If you’ve become so indoctrinated into the #1 mentality by Marvel/DC’s neverending, renumbering antics then fear not when it comes to Zoot!. The comic is almost entirely self-contained with only one serial strip hanging over from the first edition and even that can be enjoyed in isolation in this issue. Otherwise it’s a heady Langridgean mix of zany humour, comics curiosities and even a spot of topical autobio, as the artist compiles a fittingly representative sampling of his multiple talents over the years ready for those Leeds punters.
It wouldn’t be a Langridge anthology without his Eisner Award-nominated Fred the Clown character either and Langridge aficionados will be delighted that Fred’s presence is a notable one in these pages. Fred is, of course, arguably Langridge’s signature character; a Buster Keaton-esque homage and a protagonist whose “silent” adventures require a different connection with the page from the audience than an exposition-led narrative would.
Fred’s world relies on deft comic pacing and carefully constructed slapstick set pieces. ‘The Interesting Thursday’ (above) is perhaps the best Fred offering in Zoot! #2, showing the randomness of his life through eight panels depicting his day. Each works in isolation as single image sight gags but they come together to create a sequential patchwork of weirdness and incongruity. The Fred strips are simply a masterpiece of visual communication.
Some of the strips herein go back a little but they do include the exploits of other old Langridge faves like bizarre crimefighter The Fez (above left, whose “legendary duel with the terrible Artemus Gloom entirely blacked out Penge for three weeks”), a fond and off-centre parody of the super-hero world that never once falls into the trap of tiresome self-referentiality that such satirical affairs usually succumb to.

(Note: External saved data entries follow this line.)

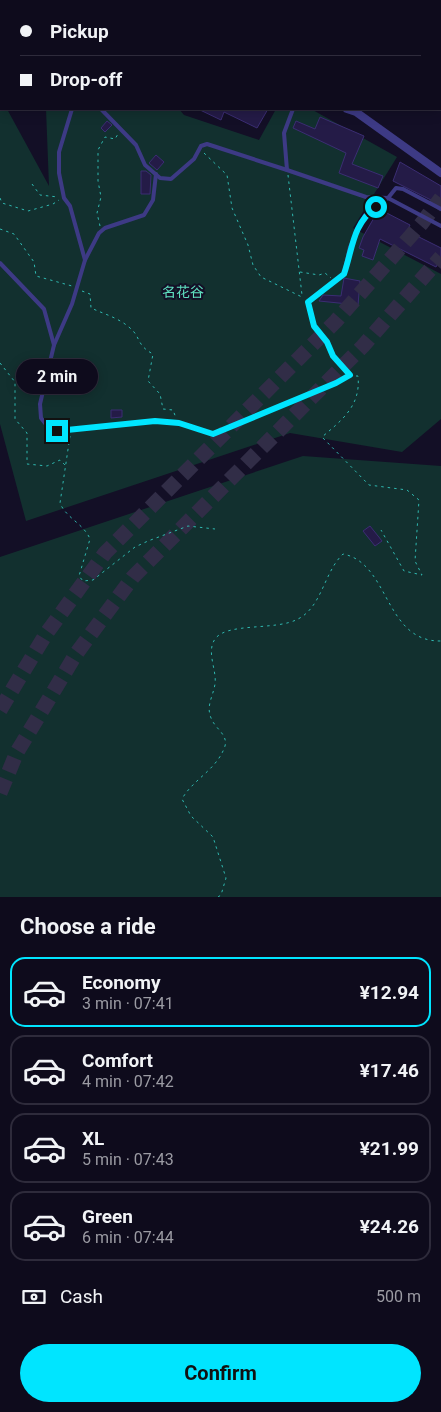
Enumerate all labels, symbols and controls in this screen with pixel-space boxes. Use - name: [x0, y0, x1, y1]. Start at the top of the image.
- text: Pickup: [50, 20, 109, 43]
- text: Drop-off: [50, 68, 122, 91]
- route start: [365, 196, 387, 218]
- park label: 名花谷: [162, 284, 204, 300]
- callout: 2 min: [16, 358, 98, 394]
- text: 2 min: [37, 367, 77, 386]
- route end: [46, 420, 68, 442]
- text: Choose a ride: [20, 914, 156, 939]
- icon: car: [22, 970, 67, 1015]
- text: Economy: [82, 971, 161, 994]
- text: ¥12.94: [360, 981, 419, 1004]
- text: 3 min · 07:41: [82, 994, 174, 1013]
- icon: car: [22, 1048, 67, 1093]
- text: Comfort: [82, 1049, 153, 1072]
- text: ¥17.46: [360, 1059, 419, 1082]
- text: 4 min · 07:42: [82, 1072, 174, 1091]
- icon: car: [22, 1126, 67, 1171]
- text: XL: [82, 1127, 104, 1150]
- text: ¥21.99: [360, 1137, 419, 1160]
- text: 5 min · 07:43: [82, 1150, 174, 1169]
- icon: car: [22, 1204, 67, 1249]
- text: Green: [82, 1205, 133, 1228]
- text: ¥24.26: [360, 1215, 419, 1238]
- text: 6 min · 07:44: [82, 1228, 174, 1247]
- icon: cash: [20, 1283, 48, 1311]
- text: Cash: [60, 1285, 103, 1308]
- text: 500 m: [376, 1287, 421, 1306]
- button: Confirm: [20, 1344, 421, 1402]

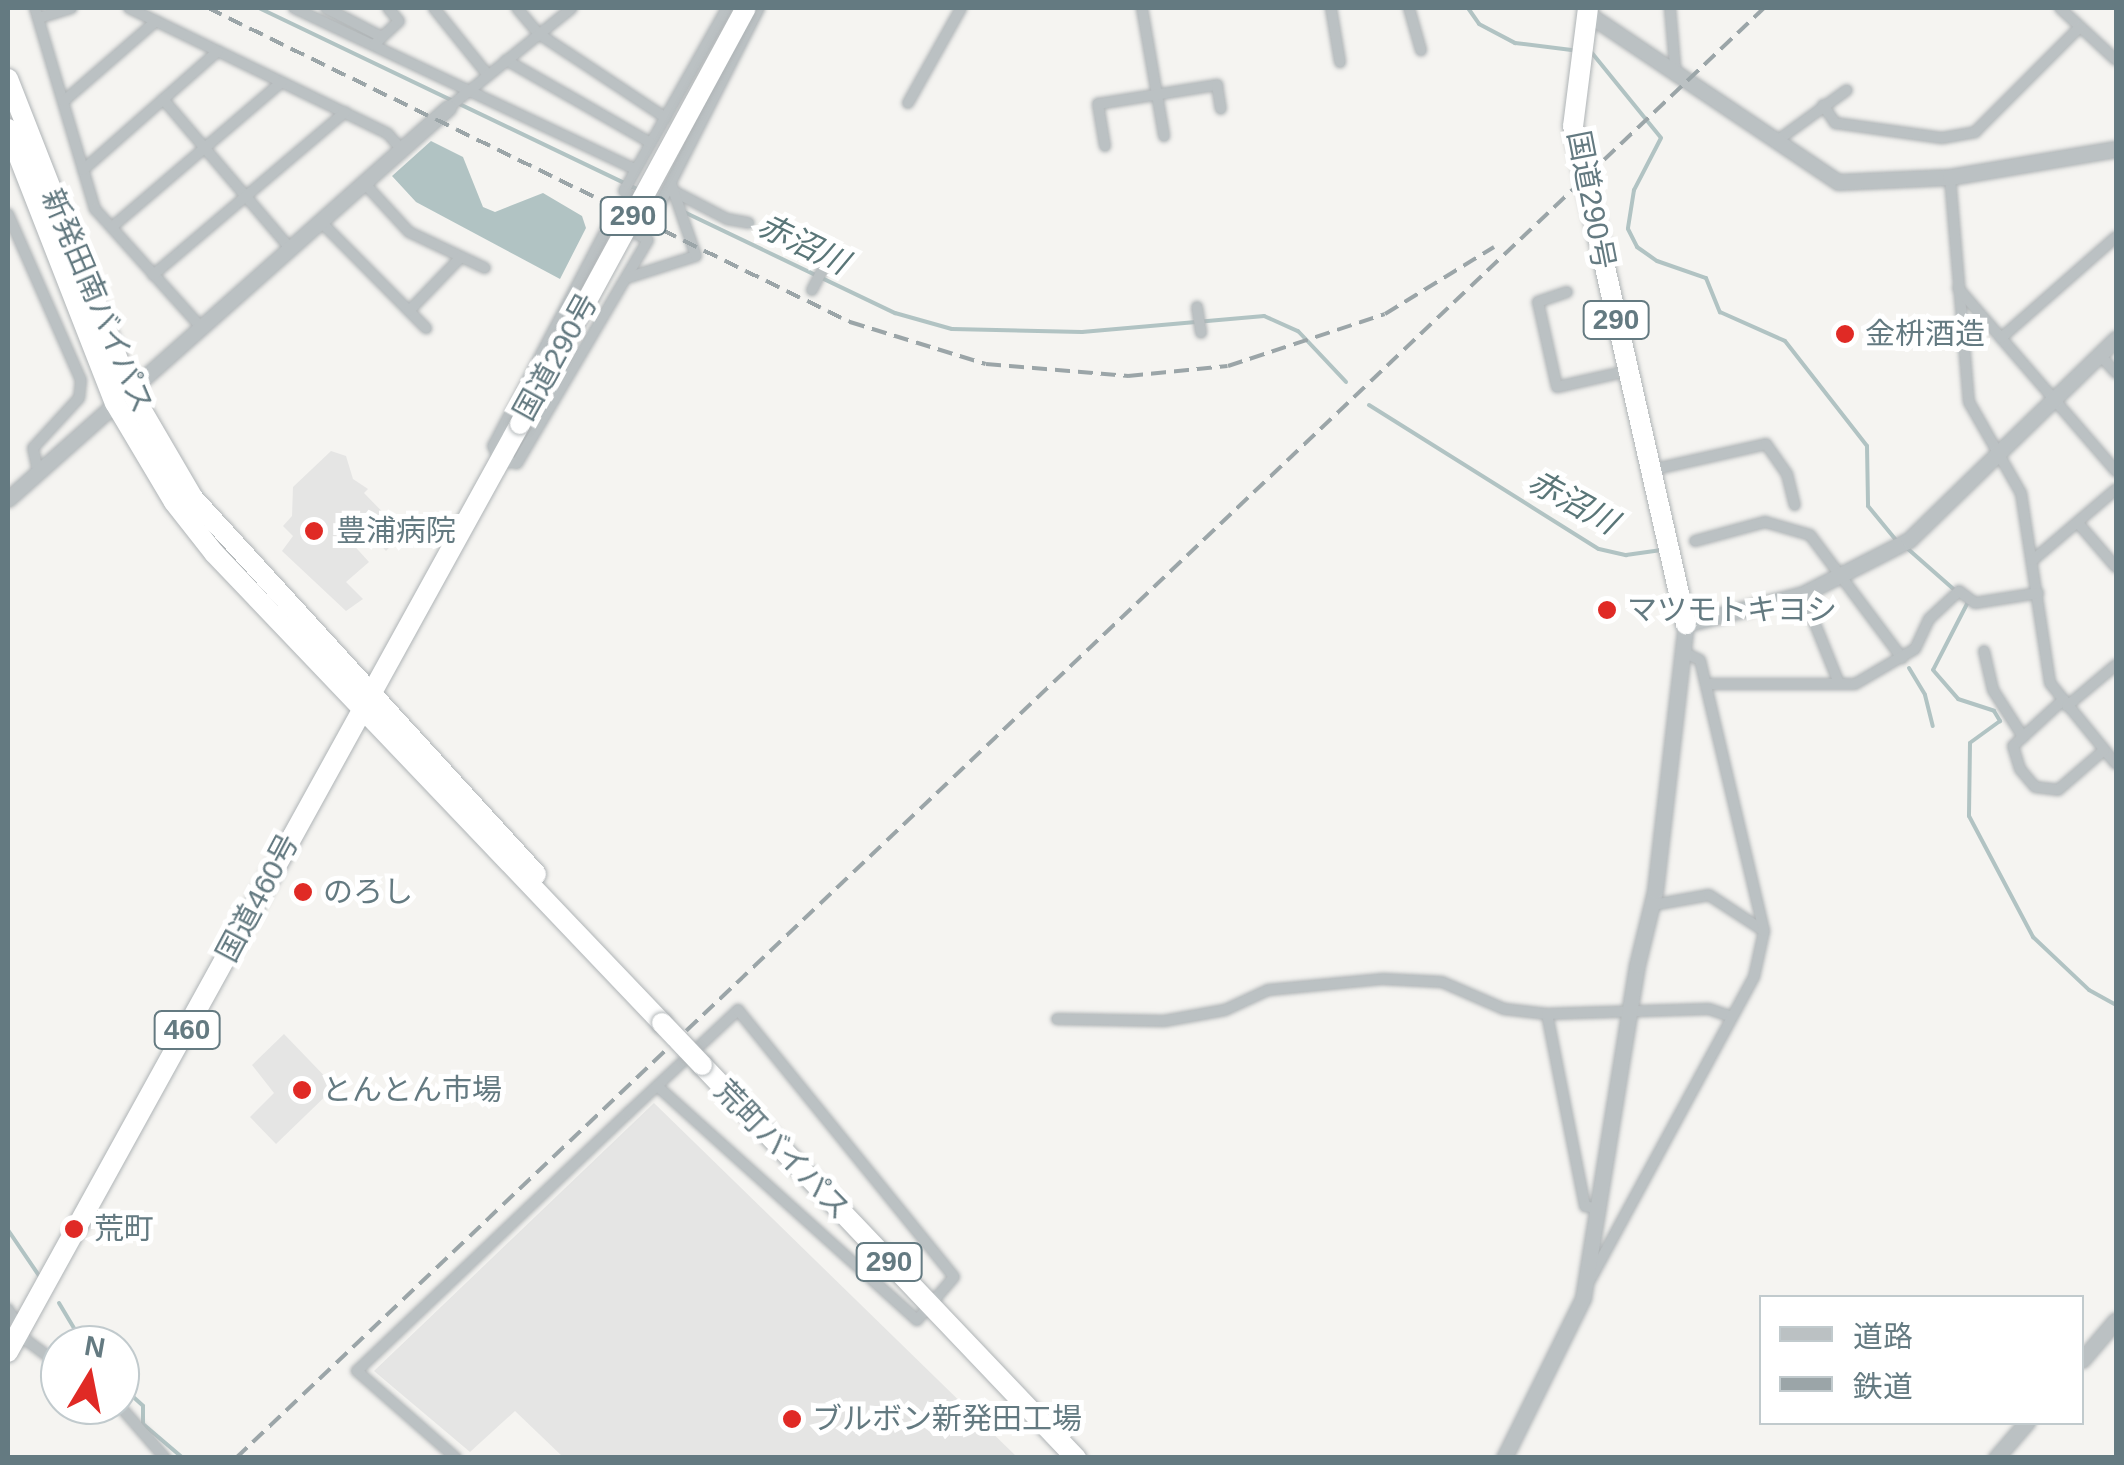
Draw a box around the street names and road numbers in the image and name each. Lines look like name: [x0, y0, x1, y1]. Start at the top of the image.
street label: 国道290号: [1560, 128, 1622, 272]
street label: 新発田南バイパス: [34, 184, 160, 418]
road number: 290: [598, 193, 668, 239]
street label: 国道290号: [506, 287, 606, 427]
road number: 290: [1581, 297, 1651, 343]
street label: 国道460号: [209, 828, 307, 968]
road number: 460: [152, 1007, 222, 1053]
street label: 荒町バイパス: [707, 1073, 857, 1227]
road number: 290: [854, 1239, 924, 1285]

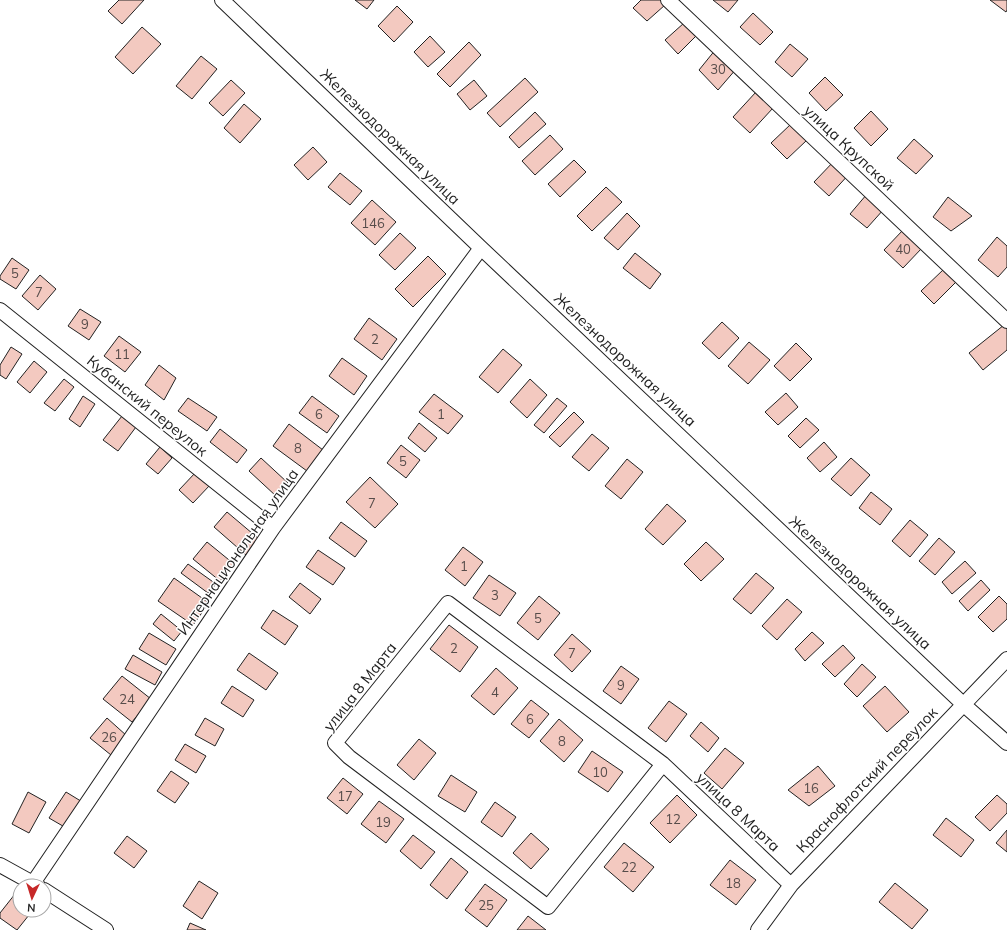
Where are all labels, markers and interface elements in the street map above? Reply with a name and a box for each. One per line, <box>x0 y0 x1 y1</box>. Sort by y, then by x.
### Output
house number: 30 <box>710 61 726 77</box>
street label: Железнодорожная улица <box>316 65 464 209</box>
street label: улица Крупской <box>800 101 899 194</box>
house number: 146 <box>361 215 385 231</box>
house number: 40 <box>895 241 911 257</box>
house number: 5 <box>11 265 19 281</box>
house number: 7 <box>35 284 43 300</box>
street label: Железнодорожная улица <box>550 289 700 430</box>
house number: 9 <box>81 316 89 332</box>
house number: 2 <box>371 331 379 347</box>
house number: 11 <box>114 346 130 362</box>
street label: Кубанский переулок <box>83 351 212 461</box>
house number: 6 <box>315 406 323 422</box>
house number: 1 <box>437 406 445 422</box>
house number: 8 <box>294 440 302 456</box>
house number: 5 <box>399 453 407 469</box>
street label: Интернациональная улица <box>173 465 302 638</box>
house number: 7 <box>368 495 376 511</box>
street label: Железнодорожная улица <box>785 512 935 653</box>
house number: 1 <box>460 558 468 574</box>
house number: 3 <box>491 587 499 603</box>
house number: 5 <box>534 610 542 626</box>
street label: улица 8 Марта <box>319 638 400 735</box>
house number: 2 <box>450 640 458 656</box>
house number: 7 <box>568 645 576 661</box>
house number: 9 <box>617 677 625 693</box>
house number: 4 <box>491 684 499 700</box>
house number: 24 <box>119 691 135 707</box>
street label: Краснофлотский переулок <box>792 702 942 856</box>
house number: 6 <box>526 711 534 727</box>
house number: 26 <box>101 729 117 745</box>
house number: 8 <box>558 733 566 749</box>
house number: 10 <box>592 764 608 780</box>
street label: улица 8 Марта <box>692 768 784 855</box>
house number: 16 <box>803 780 819 796</box>
house number: 17 <box>337 788 353 804</box>
house number: 12 <box>665 811 681 827</box>
house number: 19 <box>375 814 391 830</box>
house number: 22 <box>621 859 637 875</box>
house number: 18 <box>725 875 741 891</box>
north arrow <box>12 878 52 918</box>
house number: 25 <box>478 897 494 913</box>
text: N <box>27 901 36 915</box>

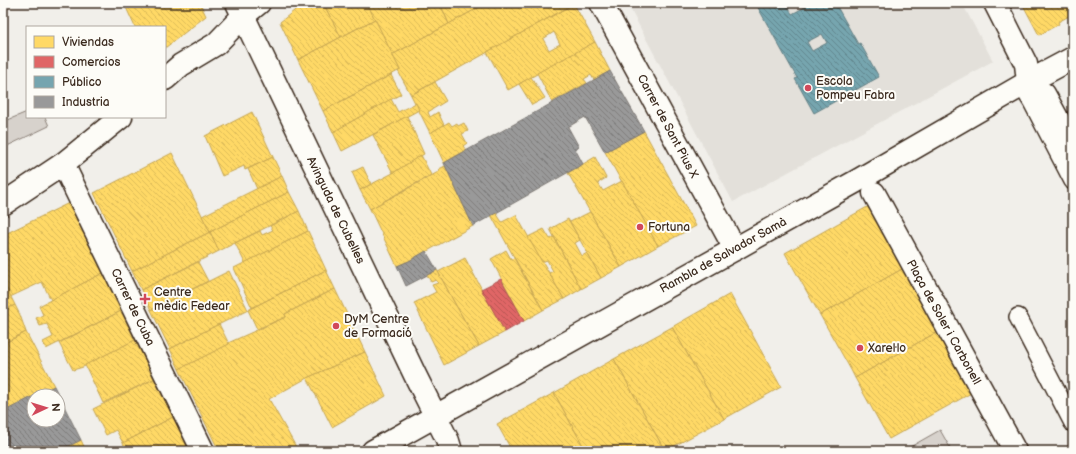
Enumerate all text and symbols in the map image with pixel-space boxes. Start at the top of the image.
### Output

A true highlight here (well a couple of highlights perhaps) are two strips focusing on the life of the notoriously terrible 19th century Dundee poet William McGonagall (above right) whose excruciating verse was so bad that it has ironically outlived his infinitely more talented contemporaries. Langridge recounts his life story with a fond regard that is nevertheless quite cutting in its wit but without ever descending to cruelty. A follow-up tale mimics the not-so-great man’s poetic style to tell the story of the ill-fated time that McGonagall trod the boards as Macbeth.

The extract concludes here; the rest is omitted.